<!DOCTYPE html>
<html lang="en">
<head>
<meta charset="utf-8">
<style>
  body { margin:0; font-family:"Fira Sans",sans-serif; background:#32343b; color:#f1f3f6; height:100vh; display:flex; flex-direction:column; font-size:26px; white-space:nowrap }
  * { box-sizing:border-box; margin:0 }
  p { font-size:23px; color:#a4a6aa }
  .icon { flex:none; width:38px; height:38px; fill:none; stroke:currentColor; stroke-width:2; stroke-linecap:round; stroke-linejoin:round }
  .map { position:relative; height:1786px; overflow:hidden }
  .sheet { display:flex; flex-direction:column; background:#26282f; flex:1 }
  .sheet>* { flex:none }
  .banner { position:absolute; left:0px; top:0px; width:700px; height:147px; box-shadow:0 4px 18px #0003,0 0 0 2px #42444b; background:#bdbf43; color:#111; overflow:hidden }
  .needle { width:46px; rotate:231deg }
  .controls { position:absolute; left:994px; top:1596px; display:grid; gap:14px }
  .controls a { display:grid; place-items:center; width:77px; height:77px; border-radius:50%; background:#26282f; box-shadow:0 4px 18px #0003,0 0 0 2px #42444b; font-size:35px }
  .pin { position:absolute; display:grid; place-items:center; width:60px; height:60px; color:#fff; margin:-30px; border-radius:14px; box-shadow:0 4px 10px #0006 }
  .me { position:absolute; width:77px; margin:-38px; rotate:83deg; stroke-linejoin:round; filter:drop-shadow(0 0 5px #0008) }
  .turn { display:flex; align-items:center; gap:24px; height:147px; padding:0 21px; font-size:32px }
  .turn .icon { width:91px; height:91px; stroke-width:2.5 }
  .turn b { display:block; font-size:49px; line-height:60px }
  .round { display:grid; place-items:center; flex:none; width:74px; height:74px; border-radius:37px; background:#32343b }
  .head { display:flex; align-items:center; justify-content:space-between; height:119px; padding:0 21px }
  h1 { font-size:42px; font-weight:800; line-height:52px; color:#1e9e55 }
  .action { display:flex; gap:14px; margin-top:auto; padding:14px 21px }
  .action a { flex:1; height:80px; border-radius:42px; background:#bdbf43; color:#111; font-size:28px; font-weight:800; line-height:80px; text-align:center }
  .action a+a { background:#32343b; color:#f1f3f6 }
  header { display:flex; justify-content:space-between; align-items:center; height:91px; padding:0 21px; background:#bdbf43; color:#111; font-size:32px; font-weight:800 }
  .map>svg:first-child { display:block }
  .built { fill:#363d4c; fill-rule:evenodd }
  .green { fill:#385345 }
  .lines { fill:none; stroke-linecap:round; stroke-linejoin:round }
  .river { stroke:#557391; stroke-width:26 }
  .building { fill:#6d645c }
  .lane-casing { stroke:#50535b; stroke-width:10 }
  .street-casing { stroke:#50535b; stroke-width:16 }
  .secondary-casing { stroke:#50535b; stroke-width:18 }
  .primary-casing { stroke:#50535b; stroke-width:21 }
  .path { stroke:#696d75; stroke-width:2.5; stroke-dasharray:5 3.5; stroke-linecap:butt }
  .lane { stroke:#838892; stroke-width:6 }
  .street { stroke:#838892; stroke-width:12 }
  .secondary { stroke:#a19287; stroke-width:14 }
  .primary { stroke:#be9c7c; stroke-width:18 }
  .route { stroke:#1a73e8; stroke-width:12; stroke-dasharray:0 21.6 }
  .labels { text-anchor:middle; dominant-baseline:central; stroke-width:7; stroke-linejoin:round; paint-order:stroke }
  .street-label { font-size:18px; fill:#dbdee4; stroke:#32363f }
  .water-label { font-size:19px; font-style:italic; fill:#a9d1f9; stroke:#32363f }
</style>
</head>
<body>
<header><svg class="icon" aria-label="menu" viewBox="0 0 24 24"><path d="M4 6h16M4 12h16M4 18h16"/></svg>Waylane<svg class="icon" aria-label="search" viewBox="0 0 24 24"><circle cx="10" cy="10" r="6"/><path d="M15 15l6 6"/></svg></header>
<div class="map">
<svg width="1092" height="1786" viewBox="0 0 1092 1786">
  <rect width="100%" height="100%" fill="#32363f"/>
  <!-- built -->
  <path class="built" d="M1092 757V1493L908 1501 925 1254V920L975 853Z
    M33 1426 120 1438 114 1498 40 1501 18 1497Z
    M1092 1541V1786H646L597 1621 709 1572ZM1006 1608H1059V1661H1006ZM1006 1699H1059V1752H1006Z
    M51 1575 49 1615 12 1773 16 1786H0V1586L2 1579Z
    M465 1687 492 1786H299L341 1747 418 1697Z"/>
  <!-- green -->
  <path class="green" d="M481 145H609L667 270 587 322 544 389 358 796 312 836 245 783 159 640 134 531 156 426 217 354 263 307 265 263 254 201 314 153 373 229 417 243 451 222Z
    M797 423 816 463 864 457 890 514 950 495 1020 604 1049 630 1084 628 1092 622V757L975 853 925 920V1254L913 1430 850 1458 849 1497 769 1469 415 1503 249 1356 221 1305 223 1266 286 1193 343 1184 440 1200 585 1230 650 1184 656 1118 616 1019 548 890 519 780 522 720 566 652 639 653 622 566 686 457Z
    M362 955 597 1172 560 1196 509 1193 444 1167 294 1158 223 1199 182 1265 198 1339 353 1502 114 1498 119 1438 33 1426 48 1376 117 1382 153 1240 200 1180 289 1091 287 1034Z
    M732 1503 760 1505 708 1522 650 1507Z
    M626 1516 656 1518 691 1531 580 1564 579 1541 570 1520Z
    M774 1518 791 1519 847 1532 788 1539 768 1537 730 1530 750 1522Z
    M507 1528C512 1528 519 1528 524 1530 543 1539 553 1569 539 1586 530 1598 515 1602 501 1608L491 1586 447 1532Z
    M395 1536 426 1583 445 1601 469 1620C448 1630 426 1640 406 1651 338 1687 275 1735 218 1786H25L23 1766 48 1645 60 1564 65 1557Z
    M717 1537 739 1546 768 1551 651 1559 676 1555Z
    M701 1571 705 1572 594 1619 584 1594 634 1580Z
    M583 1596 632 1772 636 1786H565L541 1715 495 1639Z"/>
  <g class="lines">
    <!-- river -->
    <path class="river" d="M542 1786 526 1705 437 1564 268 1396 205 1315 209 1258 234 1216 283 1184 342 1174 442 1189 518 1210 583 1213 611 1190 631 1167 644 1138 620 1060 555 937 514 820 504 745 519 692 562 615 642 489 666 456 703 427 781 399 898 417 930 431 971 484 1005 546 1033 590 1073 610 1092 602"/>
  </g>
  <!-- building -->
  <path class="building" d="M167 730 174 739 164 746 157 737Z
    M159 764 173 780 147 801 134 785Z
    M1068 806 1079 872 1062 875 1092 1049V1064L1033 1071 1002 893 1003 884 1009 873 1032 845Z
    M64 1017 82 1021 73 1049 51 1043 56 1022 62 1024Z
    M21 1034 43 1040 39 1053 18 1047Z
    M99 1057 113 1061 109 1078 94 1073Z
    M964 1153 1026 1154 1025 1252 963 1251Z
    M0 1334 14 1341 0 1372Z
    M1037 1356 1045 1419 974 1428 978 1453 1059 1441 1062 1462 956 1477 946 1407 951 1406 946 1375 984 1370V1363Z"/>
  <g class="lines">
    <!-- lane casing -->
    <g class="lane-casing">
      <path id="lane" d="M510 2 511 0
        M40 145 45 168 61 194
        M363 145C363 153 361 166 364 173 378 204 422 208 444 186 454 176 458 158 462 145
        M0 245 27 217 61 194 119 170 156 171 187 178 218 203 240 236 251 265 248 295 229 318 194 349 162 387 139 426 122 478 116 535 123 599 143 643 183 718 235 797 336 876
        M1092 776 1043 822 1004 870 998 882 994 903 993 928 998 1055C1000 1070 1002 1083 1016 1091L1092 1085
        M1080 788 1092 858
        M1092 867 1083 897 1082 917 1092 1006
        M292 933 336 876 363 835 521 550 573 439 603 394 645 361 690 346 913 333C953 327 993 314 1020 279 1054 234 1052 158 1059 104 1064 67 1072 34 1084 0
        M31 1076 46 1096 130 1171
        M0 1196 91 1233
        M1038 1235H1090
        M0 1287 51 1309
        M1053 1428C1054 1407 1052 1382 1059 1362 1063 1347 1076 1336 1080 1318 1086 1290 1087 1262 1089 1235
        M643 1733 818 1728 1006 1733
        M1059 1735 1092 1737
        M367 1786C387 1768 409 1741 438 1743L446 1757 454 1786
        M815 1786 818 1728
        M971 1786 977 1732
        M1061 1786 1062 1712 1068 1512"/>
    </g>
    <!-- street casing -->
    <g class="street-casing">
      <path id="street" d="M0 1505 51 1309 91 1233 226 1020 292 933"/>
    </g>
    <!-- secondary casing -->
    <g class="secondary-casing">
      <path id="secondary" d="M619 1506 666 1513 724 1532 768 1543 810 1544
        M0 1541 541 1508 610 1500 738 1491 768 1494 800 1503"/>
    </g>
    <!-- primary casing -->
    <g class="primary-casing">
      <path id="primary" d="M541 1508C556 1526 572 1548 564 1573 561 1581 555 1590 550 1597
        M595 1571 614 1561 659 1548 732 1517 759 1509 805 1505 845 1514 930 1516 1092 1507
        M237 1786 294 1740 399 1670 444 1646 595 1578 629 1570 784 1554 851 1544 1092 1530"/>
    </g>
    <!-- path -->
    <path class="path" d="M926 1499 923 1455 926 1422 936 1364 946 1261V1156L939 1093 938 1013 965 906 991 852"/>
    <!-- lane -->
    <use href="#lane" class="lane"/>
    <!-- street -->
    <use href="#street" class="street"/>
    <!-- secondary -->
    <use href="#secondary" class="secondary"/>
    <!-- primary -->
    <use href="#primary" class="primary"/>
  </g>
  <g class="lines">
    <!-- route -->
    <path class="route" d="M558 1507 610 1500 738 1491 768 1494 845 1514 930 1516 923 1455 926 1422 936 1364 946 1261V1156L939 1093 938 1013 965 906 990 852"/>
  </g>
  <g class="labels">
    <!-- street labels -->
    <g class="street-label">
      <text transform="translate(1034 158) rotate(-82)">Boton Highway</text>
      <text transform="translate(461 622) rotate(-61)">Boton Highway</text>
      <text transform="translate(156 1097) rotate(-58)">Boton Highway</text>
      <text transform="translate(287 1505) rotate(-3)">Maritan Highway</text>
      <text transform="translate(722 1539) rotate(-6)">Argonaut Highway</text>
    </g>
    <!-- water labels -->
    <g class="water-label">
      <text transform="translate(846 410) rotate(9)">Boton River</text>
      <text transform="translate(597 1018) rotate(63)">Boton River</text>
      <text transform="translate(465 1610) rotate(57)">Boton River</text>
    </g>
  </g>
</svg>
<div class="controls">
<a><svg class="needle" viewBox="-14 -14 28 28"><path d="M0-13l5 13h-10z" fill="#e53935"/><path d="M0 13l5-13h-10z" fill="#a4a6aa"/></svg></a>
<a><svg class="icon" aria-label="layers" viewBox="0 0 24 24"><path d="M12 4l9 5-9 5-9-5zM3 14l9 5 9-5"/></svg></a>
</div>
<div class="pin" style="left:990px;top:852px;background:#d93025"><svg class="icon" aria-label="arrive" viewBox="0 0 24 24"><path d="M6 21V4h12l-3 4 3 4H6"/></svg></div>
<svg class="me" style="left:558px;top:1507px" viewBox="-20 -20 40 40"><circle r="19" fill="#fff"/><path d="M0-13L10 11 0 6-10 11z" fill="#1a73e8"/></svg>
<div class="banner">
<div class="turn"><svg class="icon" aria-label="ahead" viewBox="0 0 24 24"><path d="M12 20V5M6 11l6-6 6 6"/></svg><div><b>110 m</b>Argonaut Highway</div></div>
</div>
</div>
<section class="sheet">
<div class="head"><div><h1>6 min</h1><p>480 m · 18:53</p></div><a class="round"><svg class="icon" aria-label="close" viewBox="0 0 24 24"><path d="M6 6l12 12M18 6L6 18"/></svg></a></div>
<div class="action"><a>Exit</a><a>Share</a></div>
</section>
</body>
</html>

━━━━━━━━━━━━━━━━━━━━━━━━━━━━━━

Which lines above hold the string "controls"? Please copy all of them.

  .controls { position:absolute; left:994px; top:1596px; display:grid; gap:14px }
  .controls a { display:grid; place-items:center; width:77px; height:77px; border-radius:50%; background:#26282f; box-shadow:0 4px 18px #0003,0 0 0 2px #42444b; font-size:35px }
<div class="controls">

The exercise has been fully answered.